- **About this exercise**
Output the lines from the top of the entries below to the line with "Annotation task. Convert", both included, exactly and without pictures.

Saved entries
------
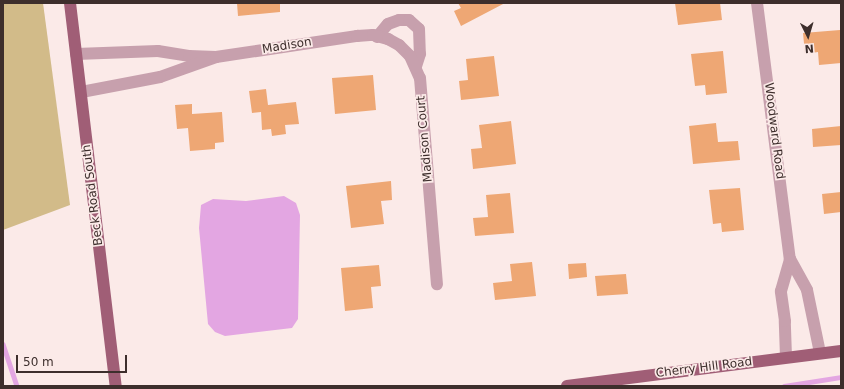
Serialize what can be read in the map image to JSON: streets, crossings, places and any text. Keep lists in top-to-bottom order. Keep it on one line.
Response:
{"streets":{"main road":["Beck Road South","Cherry Hill Road"],"street":["Madison","Woodward Road","Madison Court"]},"crossings":[["Madison","Madison Court"],["Madison","Beck Road South"],["Woodward Road","Cherry Hill Road"]],"scale_bar":"50 m","north":"bottom"}
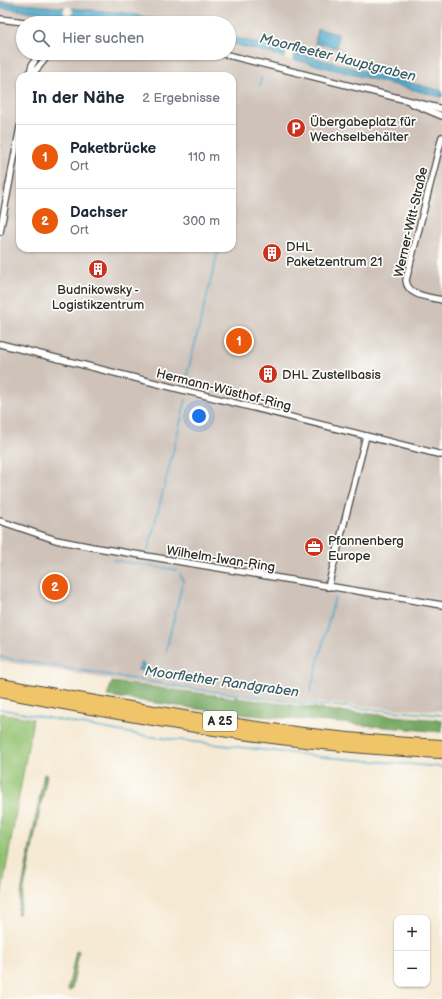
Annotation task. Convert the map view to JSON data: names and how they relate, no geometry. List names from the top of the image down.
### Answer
{
  "streets": {
    "highway": ["A 25"],
    "street": ["Werner-Witt-Straße", "Hermann-Wüsthof-Ring", "Wilhelm-Iwan-Ring"]
  },
  "water": ["Moorfleeter Hauptgraben", "Moorflether Randgraben"],
  "places": {
    "parking": ["Übergabeplatz für Wechselbehälter"],
    "building": ["DHL Paketzentrum 21", "Budnikowsky - Logistikzentrum", "DHL Zustellbasis"],
    "office": ["Pfannenberg Europe"]
  },
  "page": {
    "search": "Hier suchen",
    "heading": ["In der Nähe", "2 Ergebnisse"],
    "list": [
      {
        "mark": "1",
        "name": "Paketbrücke",
        "note": "Ort",
        "value": "110 m"
      },
      {
        "mark": "2",
        "name": "Dachser",
        "note": "Ort",
        "value": "300 m"
      }
    ],
    "pins": ["1", "2"],
    "map_buttons": ["+", "−"]
  }
}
------
- **Problem solution**
Serialize what can be read in the map image to JSON: streets, crossings, places and any text. Keep lists in top-to-bottom order. Keep it on one line.
Response:
{"streets":{"main road":["Beck Road South","Cherry Hill Road"],"street":["Madison","Woodward Road","Madison Court"]},"crossings":[["Madison","Madison Court"],["Madison","Beck Road South"],["Woodward Road","Cherry Hill Road"]],"scale_bar":"50 m","north":"bottom"}
Annotation task. Convert the map view to JSON data: names and how they relate, no geometry. List names from the top of the image down.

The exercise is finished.